[Dataset entries]
※ ※ ※

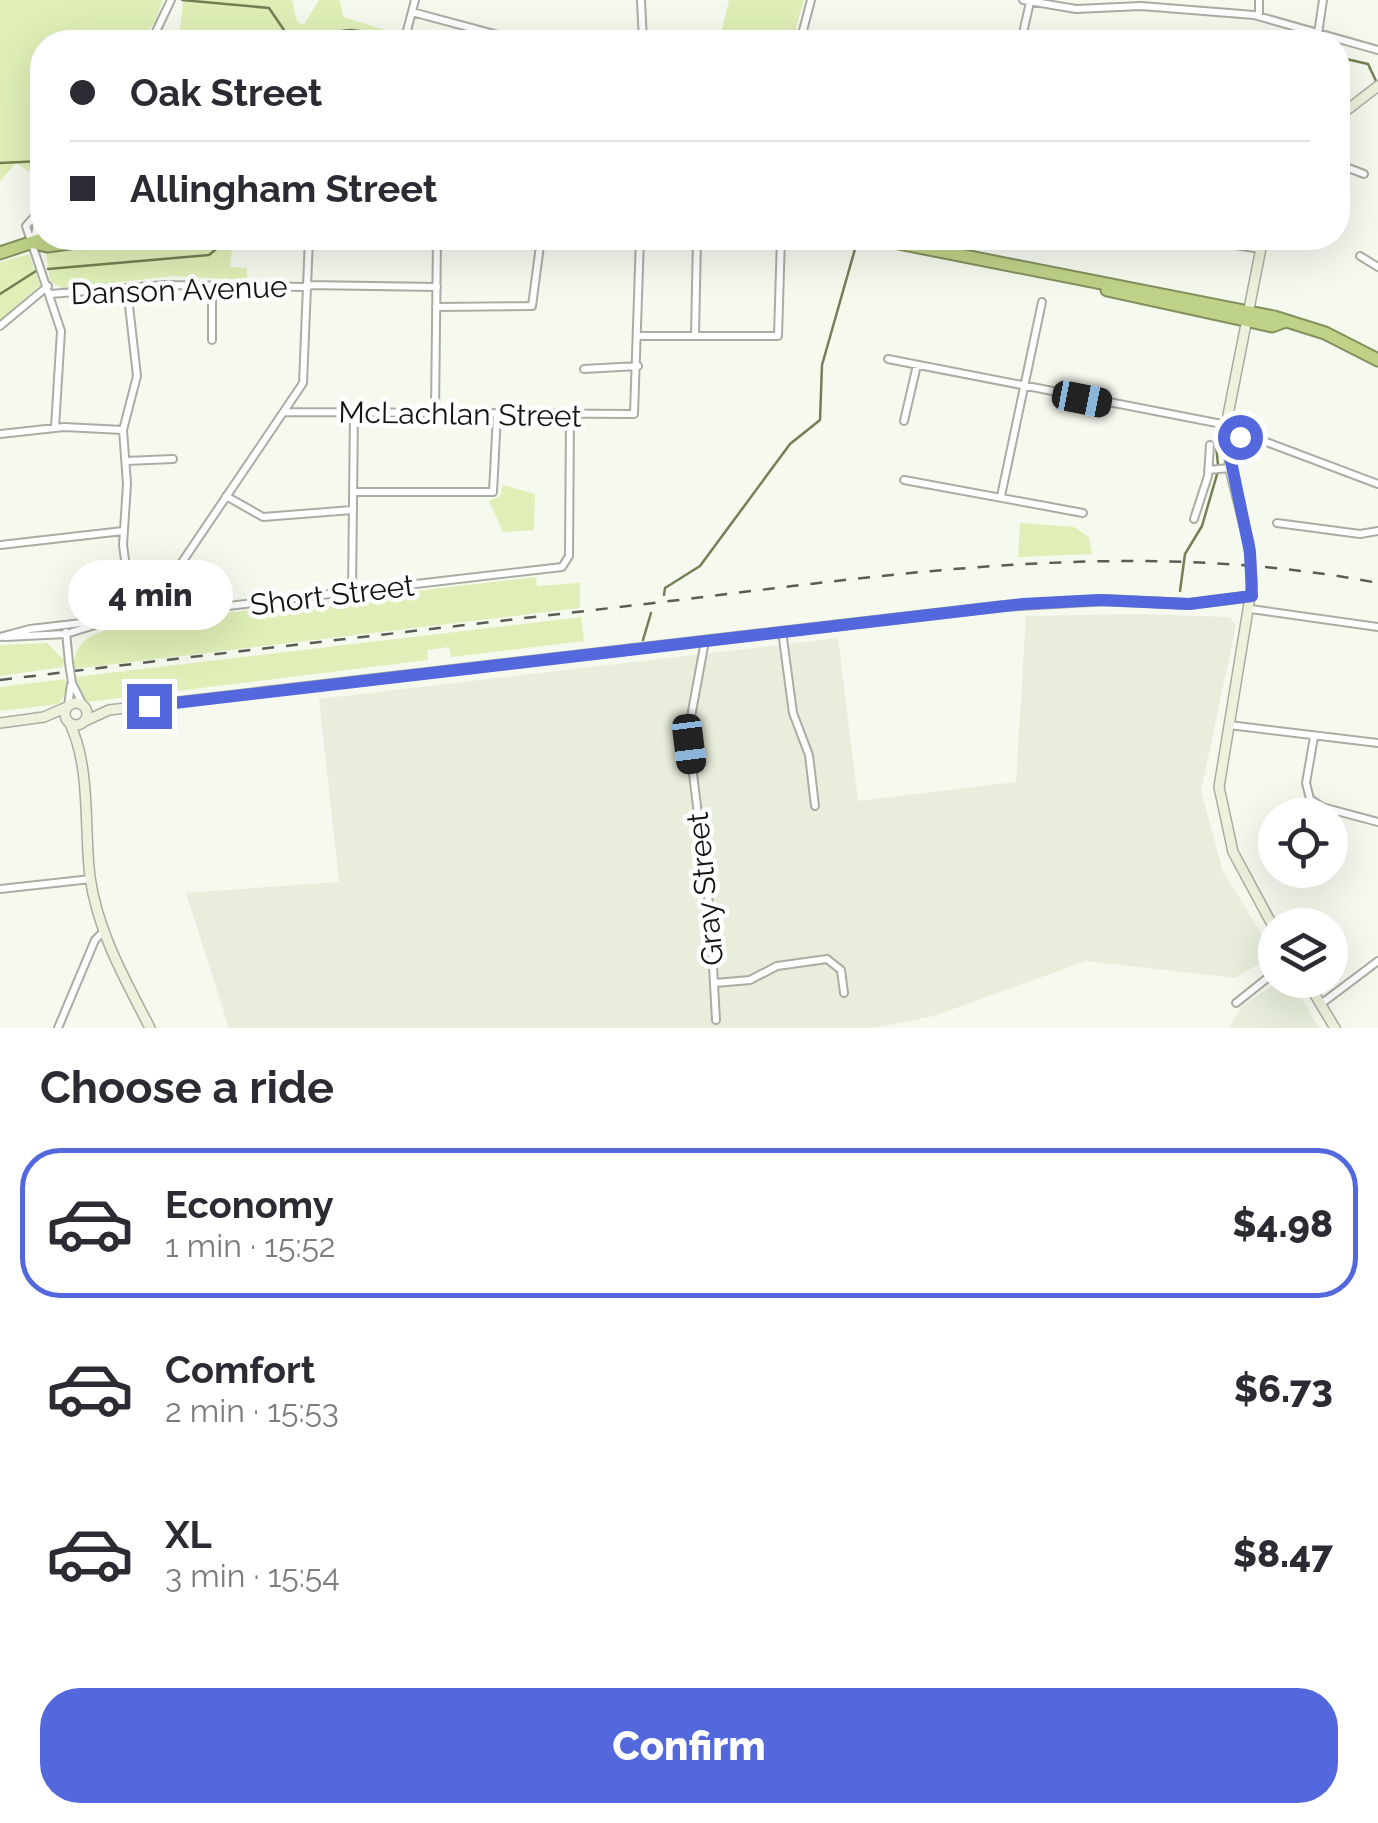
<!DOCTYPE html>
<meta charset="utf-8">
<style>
:root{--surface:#fff;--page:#f2f2f3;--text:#2b2b33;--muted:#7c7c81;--line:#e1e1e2;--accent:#5468de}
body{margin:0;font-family:Raleway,sans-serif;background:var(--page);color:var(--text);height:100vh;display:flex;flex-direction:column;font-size:38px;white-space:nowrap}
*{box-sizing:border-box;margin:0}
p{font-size:32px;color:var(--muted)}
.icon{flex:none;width:55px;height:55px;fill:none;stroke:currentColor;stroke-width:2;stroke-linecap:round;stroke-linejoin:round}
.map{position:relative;height:1028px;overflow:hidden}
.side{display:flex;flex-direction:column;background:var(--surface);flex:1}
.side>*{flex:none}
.guide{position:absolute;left:30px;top:30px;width:1320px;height:220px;border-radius:40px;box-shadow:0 10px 40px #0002;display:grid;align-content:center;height:220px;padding:0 40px;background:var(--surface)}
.controls{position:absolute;left:1258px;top:798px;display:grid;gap:20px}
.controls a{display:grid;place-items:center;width:90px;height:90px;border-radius:50%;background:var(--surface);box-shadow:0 10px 40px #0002;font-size:50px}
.end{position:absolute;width:45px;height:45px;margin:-22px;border:12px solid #5468de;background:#fff;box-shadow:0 0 0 5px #fff}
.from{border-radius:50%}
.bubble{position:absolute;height:70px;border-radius:35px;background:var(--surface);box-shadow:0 10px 40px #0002;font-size:32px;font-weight:800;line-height:70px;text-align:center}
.car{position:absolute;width:30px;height:60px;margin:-30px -15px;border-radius:12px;box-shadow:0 0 8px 2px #0007;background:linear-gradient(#222 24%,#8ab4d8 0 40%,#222 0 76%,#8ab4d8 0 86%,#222 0)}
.guide b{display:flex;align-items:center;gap:35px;height:95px;font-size:38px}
.guide b+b{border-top:2px solid var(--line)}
.guide i{width:25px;height:25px;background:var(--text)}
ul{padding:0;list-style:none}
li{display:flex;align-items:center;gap:30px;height:150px;margin:0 20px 15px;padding:0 20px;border:5px solid transparent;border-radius:40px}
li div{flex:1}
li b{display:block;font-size:38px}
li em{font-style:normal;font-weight:800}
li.on{border-color:var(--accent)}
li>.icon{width:90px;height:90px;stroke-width:1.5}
h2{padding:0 40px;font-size:45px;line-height:120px}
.button{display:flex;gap:20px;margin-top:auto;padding:20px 40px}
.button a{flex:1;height:115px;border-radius:40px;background:var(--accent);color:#fff;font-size:40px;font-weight:800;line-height:115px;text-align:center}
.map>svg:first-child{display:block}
</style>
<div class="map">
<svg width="1378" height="1028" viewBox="0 0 1378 1028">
<rect width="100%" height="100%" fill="#f6f9ee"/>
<path fill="#e8eedb" d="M1138 614 1230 617 1236 626 1201 791 1223 872 1275 955 1235 978 1086 961 934 1016 872 1028H229L186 893 339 882 319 699 838 638 858 801 1016 782 1026 616Z
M1281 980 1292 982 1319 1028H1229L1242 1006Z"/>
<path fill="#dfefb7" d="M0 0H163L155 22 138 42H42V180L16 163 0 181Z
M183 0H292L297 22 304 25 319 0H340L343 17 401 35 399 42H172L180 30Z
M729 0H804L792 42H719Z
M203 238H233L230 267 247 268V280L172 276 63 289 50 281 46 253Z
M29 254 40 285 0 321V262Z
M503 485 535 494 534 530 503 532 489 501 500 496Z
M1020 523 1074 527 1089 537 1092 554 1018 557Z
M536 577 537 586 580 583V608L73 669C76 627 114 630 148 622Z
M581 617 584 641 451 657 449 647 427 650 428 660 87 702 75 677Z
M47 643 64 660 63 667 0 676V645Z
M65 679 66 692 59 704 0 711V687Z"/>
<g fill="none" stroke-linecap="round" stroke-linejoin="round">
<path stroke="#748054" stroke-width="2.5" d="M182 0 269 8 290 39C321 43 353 15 380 42
M1338 64 1346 59 1368 64 1377 83
M0 163 42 161
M48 269 209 255 227 240
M0 294 36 271
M1215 435 1218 465
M1180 591 1185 554 1202 526 1218 471
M664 595 665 588 700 566 790 444 820 420 822 365 855 249
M643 640 651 613"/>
<g stroke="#aaada3" stroke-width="10">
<path id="street" d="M641 0 643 42
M1023 0 1076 9 1141 6 1254 15 1378 50
M412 12 524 42
M1259 16V0
M1318 34 1323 0
M151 42 171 0
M404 42 415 0
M800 42 811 0
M1021 42 1030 2
M1338 164 1364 174
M42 208 26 226 61 331 55 427
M1190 238 1261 249
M34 240 39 214
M1054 241 1055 238
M1360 256 1378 267
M308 285 437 287
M127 288 137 376 123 430 127 484 123 545 130 597 139 611
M50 294 165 285 308 287
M436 307 532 306 541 238
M0 326 48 286
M638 336H778L781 238
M695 336 697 238
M212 340V286
M888 359 1227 425
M584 369 638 366
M284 412 634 414 640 238
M435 413 437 238
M904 421 917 365
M0 434 64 427 123 430
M1228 437 1261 440 1378 484
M126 461 173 459
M1208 470 1230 468
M904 480 1083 513
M353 492H493L497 415
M226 496 263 517 352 510
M1001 496 1042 302
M1194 519 1208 476 1210 445
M1277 523 1360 534 1378 531
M0 545 123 531
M352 593 354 412
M1251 609 1378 627
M131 618 172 577 303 383 309 238
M782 631 793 713 809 755 815 806
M66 632 69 663
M0 637 30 629 562 567 569 556 570 416
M5 637 66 634 95 625
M705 641 688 733 710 912 716 1020
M72 683 83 705
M68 706 71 684
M1229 725 1378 743
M1314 737 1306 783 1310 799 1322 807 1378 822
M0 889 91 879
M715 983 750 980 777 966 827 959 841 970 844 993
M1236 1003 1275 972
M1321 1004 1378 961
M58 1028 95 940 103 932"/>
</g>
<g stroke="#aaada3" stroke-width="12">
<path id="secondary" d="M1338 117 1378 86
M1263 238 1228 415 1230 468 1249 544 1252 585 1219 787 1233 852 1275 930
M65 714a11 11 0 1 1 22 0a11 11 0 1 1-22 0Z
M85 721 109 710 1004 606 1107 600 1189 604 1252 596
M0 723 44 717 67 707
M70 724C91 768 84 829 90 877 98 933 125 979 150 1028
M1306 980 1335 1028"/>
</g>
<g stroke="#82905e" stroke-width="15">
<path id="highway" d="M873 238 1274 317 1325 333 1378 360
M34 243 47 246 109 238
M0 253 39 240
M1107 290 1272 326 1283 322"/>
</g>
<use href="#street" stroke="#fff" stroke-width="6"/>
<use href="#secondary" stroke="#ecf2db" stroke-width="9"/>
<use href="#highway" stroke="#bed288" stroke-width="11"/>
<path stroke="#5b5c56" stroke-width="2.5" stroke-dasharray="12 12" stroke-linecap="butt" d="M0 680C221 653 441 628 662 602 902 573 1138 537 1378 583"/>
<g stroke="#aaada3" stroke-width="10" stroke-linecap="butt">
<path id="street-bridge" d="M69 663 72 683"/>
</g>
<use href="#street-bridge" stroke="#fff" stroke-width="6"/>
</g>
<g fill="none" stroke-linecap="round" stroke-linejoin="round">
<path stroke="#5468de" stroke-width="12" d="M149 706 1023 604 1098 600 1189 604 1252 596 1250 552 1228 447 1227 437H1240"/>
</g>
<g text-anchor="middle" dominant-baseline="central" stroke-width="9" stroke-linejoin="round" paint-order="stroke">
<g font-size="30" fill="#141511" stroke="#fff">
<text transform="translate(179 290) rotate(-2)">Danson Avenue</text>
<text transform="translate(460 414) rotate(1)">McLachlan Street</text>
<text transform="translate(332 595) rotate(-7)">Short Street</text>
<text transform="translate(705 889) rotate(-96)">Gray Street</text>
</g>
</g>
</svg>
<div class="controls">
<a><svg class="icon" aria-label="locate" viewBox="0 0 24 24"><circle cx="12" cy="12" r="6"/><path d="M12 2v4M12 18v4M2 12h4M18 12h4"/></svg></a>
<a><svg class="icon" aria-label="layers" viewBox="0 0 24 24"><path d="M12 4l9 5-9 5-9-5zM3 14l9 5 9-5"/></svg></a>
</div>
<i class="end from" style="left:1240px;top:437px"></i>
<i class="end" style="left:149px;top:706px"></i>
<div class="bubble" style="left:68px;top:560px;width:165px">4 min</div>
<i class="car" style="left:1082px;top:399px;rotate:101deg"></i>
<i class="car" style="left:689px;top:744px;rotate:173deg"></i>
<div class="guide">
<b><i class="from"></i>Oak Street</b>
<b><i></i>Allingham Street</b>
</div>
</div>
<section class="side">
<h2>Choose a ride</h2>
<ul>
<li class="on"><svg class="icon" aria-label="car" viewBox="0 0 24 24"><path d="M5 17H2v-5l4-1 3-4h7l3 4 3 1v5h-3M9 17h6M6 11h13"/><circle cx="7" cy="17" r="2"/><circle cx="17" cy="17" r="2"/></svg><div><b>Economy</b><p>1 min · 15:52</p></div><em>$4.98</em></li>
<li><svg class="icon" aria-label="car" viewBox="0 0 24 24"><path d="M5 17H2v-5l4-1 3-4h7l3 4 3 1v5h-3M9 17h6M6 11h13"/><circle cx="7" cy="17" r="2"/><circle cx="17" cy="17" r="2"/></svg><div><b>Comfort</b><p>2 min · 15:53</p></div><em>$6.73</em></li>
<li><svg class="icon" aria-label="car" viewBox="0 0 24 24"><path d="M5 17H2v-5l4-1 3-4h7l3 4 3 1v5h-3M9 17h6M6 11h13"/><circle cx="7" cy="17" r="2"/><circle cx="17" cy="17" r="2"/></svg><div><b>XL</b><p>3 min · 15:54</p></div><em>$8.47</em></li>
</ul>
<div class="button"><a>Confirm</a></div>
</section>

※ ※ ※

▶ Your objective: Your whole answer should be one number, the count of lines in the records that hold "direction".

▶ Exercise result: 2